**Aim of the task**
Copy the result of filtering the entries below for lines that include the string "radius".
-- Data supplied follows --
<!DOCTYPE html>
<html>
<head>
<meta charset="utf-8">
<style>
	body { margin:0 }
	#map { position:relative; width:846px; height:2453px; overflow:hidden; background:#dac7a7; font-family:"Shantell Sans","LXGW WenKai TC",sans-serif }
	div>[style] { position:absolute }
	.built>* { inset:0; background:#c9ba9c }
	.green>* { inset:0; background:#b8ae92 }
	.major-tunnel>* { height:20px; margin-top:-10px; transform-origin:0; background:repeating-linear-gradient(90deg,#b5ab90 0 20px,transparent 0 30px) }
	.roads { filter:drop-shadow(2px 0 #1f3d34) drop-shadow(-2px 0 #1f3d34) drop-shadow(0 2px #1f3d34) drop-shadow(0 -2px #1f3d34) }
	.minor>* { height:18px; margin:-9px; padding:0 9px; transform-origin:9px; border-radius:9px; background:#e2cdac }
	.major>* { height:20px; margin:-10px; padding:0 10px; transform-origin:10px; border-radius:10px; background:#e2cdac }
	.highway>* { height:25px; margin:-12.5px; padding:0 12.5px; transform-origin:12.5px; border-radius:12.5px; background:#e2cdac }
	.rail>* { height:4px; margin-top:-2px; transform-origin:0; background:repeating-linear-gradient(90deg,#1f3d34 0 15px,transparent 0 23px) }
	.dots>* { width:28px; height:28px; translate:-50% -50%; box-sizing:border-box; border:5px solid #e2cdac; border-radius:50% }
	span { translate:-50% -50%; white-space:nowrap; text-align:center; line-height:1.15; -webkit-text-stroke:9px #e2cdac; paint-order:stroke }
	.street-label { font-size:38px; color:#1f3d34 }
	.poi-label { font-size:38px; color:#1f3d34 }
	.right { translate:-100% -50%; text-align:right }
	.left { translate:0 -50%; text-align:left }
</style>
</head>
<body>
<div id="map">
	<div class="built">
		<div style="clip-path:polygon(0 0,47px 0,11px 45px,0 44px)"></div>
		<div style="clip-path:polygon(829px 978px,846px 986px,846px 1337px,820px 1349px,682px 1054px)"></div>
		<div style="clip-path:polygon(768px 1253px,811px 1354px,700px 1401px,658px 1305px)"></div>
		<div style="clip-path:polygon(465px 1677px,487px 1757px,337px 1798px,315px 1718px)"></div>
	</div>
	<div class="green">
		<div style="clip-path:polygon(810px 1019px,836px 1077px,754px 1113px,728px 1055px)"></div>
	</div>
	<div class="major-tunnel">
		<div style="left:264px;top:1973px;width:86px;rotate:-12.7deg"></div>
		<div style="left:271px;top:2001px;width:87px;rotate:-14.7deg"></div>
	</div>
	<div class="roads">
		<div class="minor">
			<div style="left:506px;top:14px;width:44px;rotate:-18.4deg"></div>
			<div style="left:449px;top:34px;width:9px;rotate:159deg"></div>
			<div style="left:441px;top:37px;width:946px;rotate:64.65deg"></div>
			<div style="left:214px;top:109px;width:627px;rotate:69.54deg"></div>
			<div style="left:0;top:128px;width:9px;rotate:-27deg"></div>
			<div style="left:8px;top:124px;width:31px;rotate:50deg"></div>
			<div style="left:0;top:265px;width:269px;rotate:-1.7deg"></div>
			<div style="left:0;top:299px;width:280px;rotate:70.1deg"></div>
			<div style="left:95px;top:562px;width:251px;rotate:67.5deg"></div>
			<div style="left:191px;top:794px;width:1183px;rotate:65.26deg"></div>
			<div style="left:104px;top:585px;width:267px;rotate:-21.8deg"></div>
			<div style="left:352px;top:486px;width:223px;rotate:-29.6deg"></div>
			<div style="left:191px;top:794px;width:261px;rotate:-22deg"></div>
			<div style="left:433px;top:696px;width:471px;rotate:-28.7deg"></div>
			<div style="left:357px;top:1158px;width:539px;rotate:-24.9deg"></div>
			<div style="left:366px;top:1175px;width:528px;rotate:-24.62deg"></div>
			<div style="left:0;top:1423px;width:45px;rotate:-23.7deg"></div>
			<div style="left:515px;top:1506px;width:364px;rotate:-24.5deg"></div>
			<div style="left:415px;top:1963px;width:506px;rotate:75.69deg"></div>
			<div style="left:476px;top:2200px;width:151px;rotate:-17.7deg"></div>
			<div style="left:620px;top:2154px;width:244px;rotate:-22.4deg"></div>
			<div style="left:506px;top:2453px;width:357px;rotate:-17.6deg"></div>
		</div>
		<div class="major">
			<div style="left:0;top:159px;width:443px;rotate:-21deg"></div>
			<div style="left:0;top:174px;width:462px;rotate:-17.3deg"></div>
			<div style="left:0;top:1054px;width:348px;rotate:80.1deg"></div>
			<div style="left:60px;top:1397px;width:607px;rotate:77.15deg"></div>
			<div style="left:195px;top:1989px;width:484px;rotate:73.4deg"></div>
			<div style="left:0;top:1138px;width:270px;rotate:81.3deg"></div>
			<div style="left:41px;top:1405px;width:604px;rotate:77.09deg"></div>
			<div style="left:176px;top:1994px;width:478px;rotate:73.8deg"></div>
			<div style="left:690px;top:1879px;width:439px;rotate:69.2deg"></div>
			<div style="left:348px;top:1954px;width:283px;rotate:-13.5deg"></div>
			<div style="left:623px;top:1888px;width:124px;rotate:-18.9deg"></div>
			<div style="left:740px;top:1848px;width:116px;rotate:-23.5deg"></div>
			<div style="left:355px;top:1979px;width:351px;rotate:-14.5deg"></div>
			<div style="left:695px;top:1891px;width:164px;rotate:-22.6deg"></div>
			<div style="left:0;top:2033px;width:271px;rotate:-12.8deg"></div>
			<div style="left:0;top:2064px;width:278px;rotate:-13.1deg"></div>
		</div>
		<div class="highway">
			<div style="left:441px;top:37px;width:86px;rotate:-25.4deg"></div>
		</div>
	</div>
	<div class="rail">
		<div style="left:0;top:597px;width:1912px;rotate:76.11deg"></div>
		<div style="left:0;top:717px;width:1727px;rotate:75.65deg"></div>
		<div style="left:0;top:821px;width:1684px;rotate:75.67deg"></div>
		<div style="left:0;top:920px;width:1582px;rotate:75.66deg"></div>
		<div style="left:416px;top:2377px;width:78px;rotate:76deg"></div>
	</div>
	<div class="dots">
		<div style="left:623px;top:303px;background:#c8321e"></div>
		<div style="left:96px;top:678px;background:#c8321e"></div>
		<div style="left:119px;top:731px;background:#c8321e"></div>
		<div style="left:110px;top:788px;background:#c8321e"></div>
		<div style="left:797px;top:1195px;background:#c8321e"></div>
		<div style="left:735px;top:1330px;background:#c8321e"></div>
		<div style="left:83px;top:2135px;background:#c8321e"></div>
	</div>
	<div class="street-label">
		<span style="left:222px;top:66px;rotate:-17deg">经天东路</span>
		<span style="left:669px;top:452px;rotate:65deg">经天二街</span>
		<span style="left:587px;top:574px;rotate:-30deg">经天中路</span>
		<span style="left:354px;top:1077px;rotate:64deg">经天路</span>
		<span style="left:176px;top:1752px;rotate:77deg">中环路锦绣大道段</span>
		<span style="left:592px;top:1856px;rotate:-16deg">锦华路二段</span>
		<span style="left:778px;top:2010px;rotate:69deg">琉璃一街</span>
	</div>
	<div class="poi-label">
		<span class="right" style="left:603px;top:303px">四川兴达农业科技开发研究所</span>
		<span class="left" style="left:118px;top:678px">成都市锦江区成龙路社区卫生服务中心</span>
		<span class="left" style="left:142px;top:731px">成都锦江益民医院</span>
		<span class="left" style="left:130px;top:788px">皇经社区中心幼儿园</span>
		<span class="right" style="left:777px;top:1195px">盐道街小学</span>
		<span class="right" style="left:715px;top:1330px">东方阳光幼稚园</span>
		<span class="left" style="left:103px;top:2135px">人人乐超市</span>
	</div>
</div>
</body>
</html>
-- Data supplied concluded --
**Response box**
	.minor>* { height:18px; margin:-9px; padding:0 9px; transform-origin:9px; border-radius:9px; background:#e2cdac }
	.major>* { height:20px; margin:-10px; padding:0 10px; transform-origin:10px; border-radius:10px; background:#e2cdac }
	.highway>* { height:25px; margin:-12.5px; padding:0 12.5px; transform-origin:12.5px; border-radius:12.5px; background:#e2cdac }
	.dots>* { width:28px; height:28px; translate:-50% -50%; box-sizing:border-box; border:5px solid #e2cdac; border-radius:50% }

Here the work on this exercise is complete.